- _Goal of the exercise_
Write exactly the lines running from the start of the material below to the line that includes "--surface:#100b1a; --page:#191423; --text:#f1f3f6;", and include no pictures.

- _Extracted material_
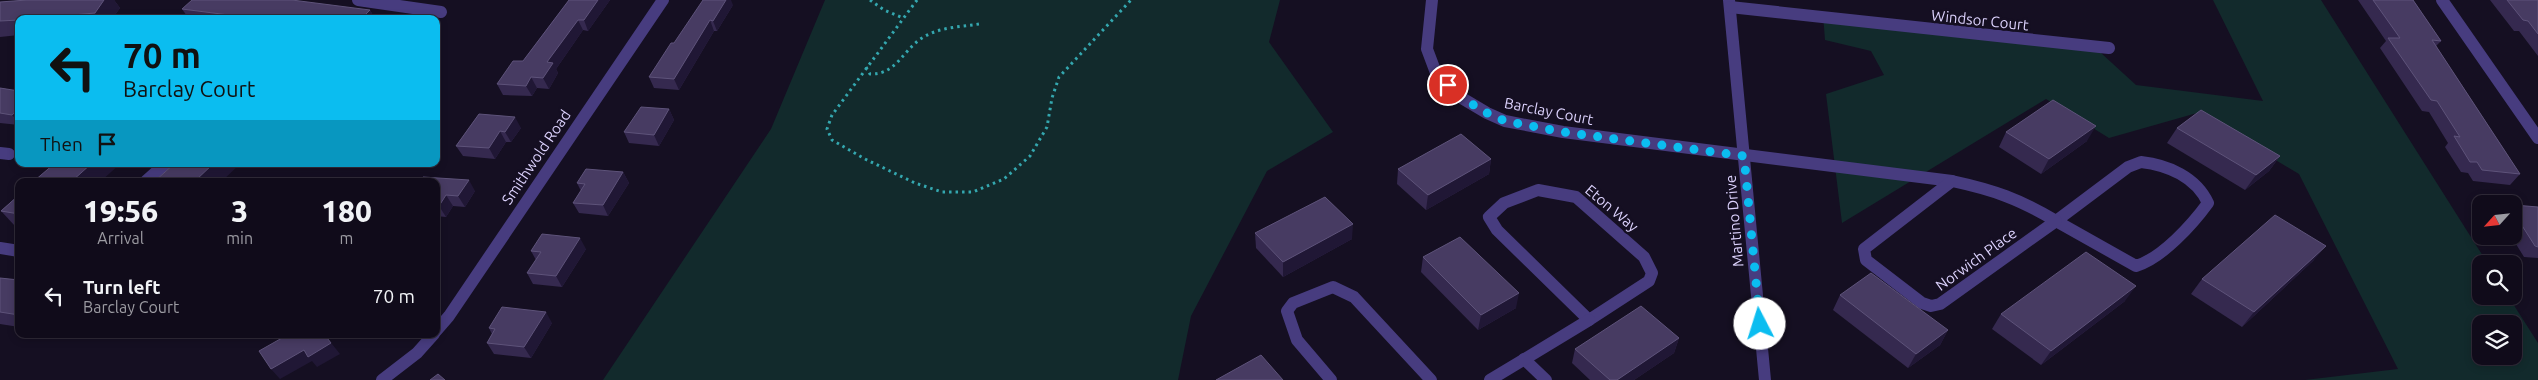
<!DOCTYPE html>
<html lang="en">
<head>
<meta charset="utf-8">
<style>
  :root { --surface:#100b1a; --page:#191423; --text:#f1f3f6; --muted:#9c9ba2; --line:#302b39 }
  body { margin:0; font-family:Ubuntu,sans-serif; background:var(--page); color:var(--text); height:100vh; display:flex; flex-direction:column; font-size:19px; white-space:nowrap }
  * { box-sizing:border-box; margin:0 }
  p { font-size:16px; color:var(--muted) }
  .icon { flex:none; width:28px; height:28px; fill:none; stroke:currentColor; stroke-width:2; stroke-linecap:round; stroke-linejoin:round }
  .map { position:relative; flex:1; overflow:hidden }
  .sheet { position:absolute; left:15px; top:178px; width:425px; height:160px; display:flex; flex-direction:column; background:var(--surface); border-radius:10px; box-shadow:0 2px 8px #0003,0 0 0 1px var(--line) }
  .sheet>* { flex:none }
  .top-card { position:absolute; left:15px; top:15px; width:425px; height:152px; border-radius:10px; box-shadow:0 2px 8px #0003,0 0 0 1px var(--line); background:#0bbdf0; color:#111; overflow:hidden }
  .needle { width:32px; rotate:243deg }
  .controls { position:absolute; left:2472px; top:195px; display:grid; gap:10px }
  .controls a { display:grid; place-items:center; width:50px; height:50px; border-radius:10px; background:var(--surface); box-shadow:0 2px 8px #0003,0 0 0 1px var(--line); font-size:25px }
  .pin { position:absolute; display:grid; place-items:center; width:42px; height:42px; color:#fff; margin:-21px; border:2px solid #fff; border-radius:50%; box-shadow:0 1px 5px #0007 }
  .me { position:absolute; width:55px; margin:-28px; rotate:355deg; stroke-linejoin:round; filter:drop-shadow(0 0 4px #0008) }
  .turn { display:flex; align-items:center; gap:18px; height:105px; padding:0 25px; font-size:22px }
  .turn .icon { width:65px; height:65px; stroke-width:2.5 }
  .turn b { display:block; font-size:35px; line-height:42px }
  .then { display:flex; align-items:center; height:48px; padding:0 25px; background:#0003; gap:10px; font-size:19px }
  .eta { display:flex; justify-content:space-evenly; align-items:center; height:85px; text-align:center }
  .eta b { font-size:30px; font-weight:800; line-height:35px }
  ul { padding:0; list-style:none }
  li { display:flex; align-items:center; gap:15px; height:65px; padding:0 25px }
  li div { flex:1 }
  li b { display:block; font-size:19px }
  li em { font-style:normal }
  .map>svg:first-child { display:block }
</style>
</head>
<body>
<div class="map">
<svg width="2538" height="380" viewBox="0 0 2538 380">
  <rect width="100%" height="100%" fill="#150f22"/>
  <g fill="#122a2c" fill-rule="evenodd">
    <polygon points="825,0 1280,0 1269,42 1333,132 1267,171 1191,316 1178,380 603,380 771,129"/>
    <path d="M2213,0H2321L2488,264H2481V296H2508L2538,343V380H2305L2398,369L2299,174L2197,113L2109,138L2046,99L1842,223L1826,94L1884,75L1871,51L1825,40L1823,14L2089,42L2136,85L2263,101ZM2481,324H2514V356H2481Z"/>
  </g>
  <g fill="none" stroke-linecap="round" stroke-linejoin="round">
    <g stroke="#34a7af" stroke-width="3" stroke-dasharray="2.5 4" stroke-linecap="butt">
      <polyline points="870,0 884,10 903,18"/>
      <polyline points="917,0 832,115 827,129 832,140 865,159 915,183 942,192 973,192 1004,179 1030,156 1047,127 1052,98 1059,77 1131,0"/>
      <path d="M866,67L870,74C896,75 903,50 922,38C939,27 960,27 979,24"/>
    </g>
    <g stroke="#473c7f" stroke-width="12">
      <polyline points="358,0 441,12"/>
      <polyline points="1432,0 1427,49 1436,73 1460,97 1487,113 1505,121 1563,132 1952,181"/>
      <polyline points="1729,0 1765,380"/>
      <polyline points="2442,0 2538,138"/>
      <polyline points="1730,7 2109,48"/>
      <polyline points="0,153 9,154"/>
      <path d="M2141,162C2168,165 2196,177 2208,203C2192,225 2162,258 2136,266L2056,221L2128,167Z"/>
      <polyline points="146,181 165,164"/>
      <path d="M1952,181C1994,190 2019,199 2056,221L1940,304L1931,306L1922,303L1866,260L1864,249Z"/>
      <polygon points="1538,190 1576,197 1644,257 1652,273 1649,281 1589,320 1497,230 1489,217 1504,203"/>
      <polyline points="0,248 19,251"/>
      <polyline points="436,331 449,316 663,0"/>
      <polyline points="1524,359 1546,380"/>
      <polyline points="382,380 417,353 434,334"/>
      <polyline points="1331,380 1297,340 1287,311 1293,303 1333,287 1354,297 1431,380"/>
      <polyline points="1490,380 1589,320"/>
    </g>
  </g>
  <g fill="#35294f">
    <polygon points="27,0 114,0 120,8 112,19 19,19 19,35 0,37 0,2"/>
    <polygon points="569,0 610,0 588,31 583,30 556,69 558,73 549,89 537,88 532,96 503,95 497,84 523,61"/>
    <polygon points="2358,0 2413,0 2441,41 2436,46 2520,174 2510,185 2473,181 2468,173 2461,172 2445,147 2448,143 2429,112 2422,111 2380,48 2386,41"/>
    <polygon points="2490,0 2538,0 2538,56 2519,31 2514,31"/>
    <polygon points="733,5 717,31 714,31 679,90 654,88 649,77 674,43"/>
    <polygon points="182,9 370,10 375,19 189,19"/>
    <polygon points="0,88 19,91 19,125 0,123"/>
    <polygon points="669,109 674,120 659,146 629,143 624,132"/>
    <polygon points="479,114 521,128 511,142 506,142 495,159 463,156 456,146"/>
    <polygon points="2177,128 2280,156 2269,171 2245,190 2167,143"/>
    <polygon points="2006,132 2087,141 2041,174 1999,147"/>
    <polygon points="1491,159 1489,174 1426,210 1397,184 1398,169"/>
    <polygon points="623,172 629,183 608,216 579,213 573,203 581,191 577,183"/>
    <polygon points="436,181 475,191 465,207 453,206 446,217 436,216"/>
    <polygon points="19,195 19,226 15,226 1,211"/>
    <polygon points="2514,205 2538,207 2538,258 2524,257 2511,236 2514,236"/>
    <polygon points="1255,233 1352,239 1283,277 1256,248"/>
    <polygon points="586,249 562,287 533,284 527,273 536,260 531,251"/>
    <polygon points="1423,257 1516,308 1478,330 1421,272"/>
    <polygon points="2314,260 2242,327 2191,294 2202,279"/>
    <polygon points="0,278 19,280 19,327 0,324"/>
    <polygon points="1840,295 1948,330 1940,345 1908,368 1833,310"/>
    <polygon points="2125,301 2041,365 1992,329 2001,314"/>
    <polygon points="552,323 531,358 494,354 487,343 492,334 489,328"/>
    <polygon points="1679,338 1674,353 1634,380 1590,380 1572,363 1575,349"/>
  </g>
  <g fill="#201735">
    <polygon points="104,0 114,0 120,8 112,19 100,19 95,13"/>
    <polygon points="598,0 610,0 588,31 584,20"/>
    <polygon points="726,0 731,0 733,5 717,31 713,21"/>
    <polygon points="370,10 375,19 361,19"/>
    <polygon points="578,20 583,30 556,69 558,73 549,89 543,78 547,62"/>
    <polygon points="710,20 714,31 679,90 674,79"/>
    <polygon points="531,77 537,88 532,96 526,86"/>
    <polygon points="19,109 19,122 12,115"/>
    <polygon points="669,109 674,120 659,146 654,135"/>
    <polygon points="515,117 521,128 511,142 505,132"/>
    <polygon points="2096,126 2087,141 2041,174 2049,159"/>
    <polygon points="500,131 506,142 495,159 489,148"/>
    <polygon points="2280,156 2269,171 2245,190 2256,175"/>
    <polygon points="1491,159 1489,174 1426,210 1428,195"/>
    <polygon points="91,164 120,164 101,181 72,181"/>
    <polygon points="213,164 240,164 222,181 195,181"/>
    <polygon points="623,172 629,183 608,216 603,205"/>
    <polygon points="469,180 475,191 465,207 458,196"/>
    <polygon points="446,195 453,206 446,217 439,206"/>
    <polygon points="1353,224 1352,239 1283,277 1283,262"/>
    <polygon points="580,238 586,249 562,287 556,276"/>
    <polygon points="2326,246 2314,260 2242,327 2254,312"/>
    <polygon points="2136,286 2125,301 2041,365 2051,351"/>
    <polygon points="1519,293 1516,308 1478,330 1481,315"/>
    <polygon points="546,312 552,323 531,358 524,347"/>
    <polygon points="1948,330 1940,345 1908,368 1916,354"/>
    <polygon points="324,334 340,354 317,367 312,361 280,379 271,369 304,350"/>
    <polygon points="1679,338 1674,353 1634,380 1617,380"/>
  </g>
  <g fill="#473b62" stroke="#5e537a">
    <polygon points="27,0 104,0 95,13 28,19 19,19 19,20 0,21 0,2"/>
    <polygon points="192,0 292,0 370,10 361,19 260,19 182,9"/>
    <polygon points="569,0 598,0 584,20 578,20 547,62 553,63 543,78 531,77 526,86 497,84 513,61 523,61"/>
    <polygon points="703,0 726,0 713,21 710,20 674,79 649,77 671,43 674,43"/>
    <polygon points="2373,0 2413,0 2441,41 2432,40 2520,174 2482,170 2477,162 2470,162 2454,136 2460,137 2437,101 2431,100 2388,38 2400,38"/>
    <polygon points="2507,0 2538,0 2538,34 2528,21 2523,20"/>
    <polygon points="0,88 19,91 19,109 12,115 0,113"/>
    <polygon points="2053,100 2096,126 2049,159 2006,132"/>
    <polygon points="641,107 669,109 654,135 624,132"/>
    <polygon points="2201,110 2280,156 2256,175 2177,128"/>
    <polygon points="479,114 515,117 505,132 500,131 489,148 456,146"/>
    <polygon points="1461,134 1491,159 1428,195 1398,169"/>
    <polygon points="54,164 91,164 72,181 34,181"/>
    <polygon points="174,164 213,164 195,181 155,181"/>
    <polygon points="586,169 623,172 603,205 573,203 585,184 577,183"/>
    <polygon points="423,177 469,180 458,196 446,195 439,206 436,206 436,181 420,181"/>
    <polygon points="19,195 19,214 1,211"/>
    <polygon points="1325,197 1353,224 1283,262 1255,233"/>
    <polygon points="2514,205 2538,207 2538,247 2535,246 2514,213"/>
    <polygon points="2275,215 2326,246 2254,312 2202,279"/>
    <polygon points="542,234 580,238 556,276 527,273 541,252 531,251"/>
    <polygon points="1460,237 1519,293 1481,315 1423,257"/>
    <polygon points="2086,252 2136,286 2051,351 2001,314"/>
    <polygon points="1871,273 1948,330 1916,354 1840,295"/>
    <polygon points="0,278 19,280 19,315 0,312"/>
    <polygon points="1641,306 1679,338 1617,380 1610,380 1575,349"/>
    <polygon points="502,307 546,312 524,347 487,343 495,329 489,328"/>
    <polygon points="289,334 324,334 331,343 308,357 304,350 271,369 259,351"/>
    <polygon points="1261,355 1283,380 1216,380"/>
    <polygon points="438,374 445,380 430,380"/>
  </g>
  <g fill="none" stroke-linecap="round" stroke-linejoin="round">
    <polyline stroke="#0bbdf0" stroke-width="9" stroke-dasharray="0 16.2" points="1448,85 1460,97 1487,113 1505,121 1563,132 1744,156 1760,324"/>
  </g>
  <g text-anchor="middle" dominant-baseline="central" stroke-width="5" stroke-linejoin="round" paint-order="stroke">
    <g font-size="15" fill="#dcd2fd" stroke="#150f22">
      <text transform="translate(1980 20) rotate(6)">Windsor Court</text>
      <text transform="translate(1549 111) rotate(11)">Barclay Court</text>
      <text transform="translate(536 157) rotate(-56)">Smithwold Road</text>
      <text transform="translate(1612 208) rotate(40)">Eton Way</text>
      <text transform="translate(1734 221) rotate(-95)">Martino Drive</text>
      <text transform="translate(1976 259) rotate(-36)">Norwich Place</text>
    </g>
  </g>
</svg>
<div class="controls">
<a><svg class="needle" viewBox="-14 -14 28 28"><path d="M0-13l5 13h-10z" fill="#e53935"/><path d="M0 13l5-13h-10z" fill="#9c9ba2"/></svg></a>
<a><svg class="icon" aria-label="search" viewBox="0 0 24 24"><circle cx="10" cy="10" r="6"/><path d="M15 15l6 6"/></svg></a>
<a><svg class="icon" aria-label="layers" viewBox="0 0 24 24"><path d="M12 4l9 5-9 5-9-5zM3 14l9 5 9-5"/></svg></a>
</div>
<div class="pin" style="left:1448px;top:85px;background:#d93025"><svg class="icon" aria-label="arrive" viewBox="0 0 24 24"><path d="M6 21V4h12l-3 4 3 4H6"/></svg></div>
<svg class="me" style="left:1760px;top:324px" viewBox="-20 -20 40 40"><circle r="19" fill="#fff"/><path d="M0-13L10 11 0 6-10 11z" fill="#0bbdf0"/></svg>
<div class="top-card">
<div class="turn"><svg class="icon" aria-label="left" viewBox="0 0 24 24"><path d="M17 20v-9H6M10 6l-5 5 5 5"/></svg><div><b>70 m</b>Barclay Court</div></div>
<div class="then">Then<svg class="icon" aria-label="arrive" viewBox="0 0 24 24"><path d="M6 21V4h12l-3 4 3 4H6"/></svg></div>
</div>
<section class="sheet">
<div class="eta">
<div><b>19:56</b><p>Arrival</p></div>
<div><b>3</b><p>min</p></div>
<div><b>180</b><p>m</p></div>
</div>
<ul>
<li><svg class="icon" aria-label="left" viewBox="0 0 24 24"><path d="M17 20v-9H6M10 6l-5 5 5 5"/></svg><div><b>Turn left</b><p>Barclay Court</p></div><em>70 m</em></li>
</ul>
</section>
</div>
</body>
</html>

- _The completed task_
<!DOCTYPE html>
<html lang="en">
<head>
<meta charset="utf-8">
<style>
  :root { --surface:#100b1a; --page:#191423; --text:#f1f3f6; --muted:#9c9ba2; --line:#302b39 }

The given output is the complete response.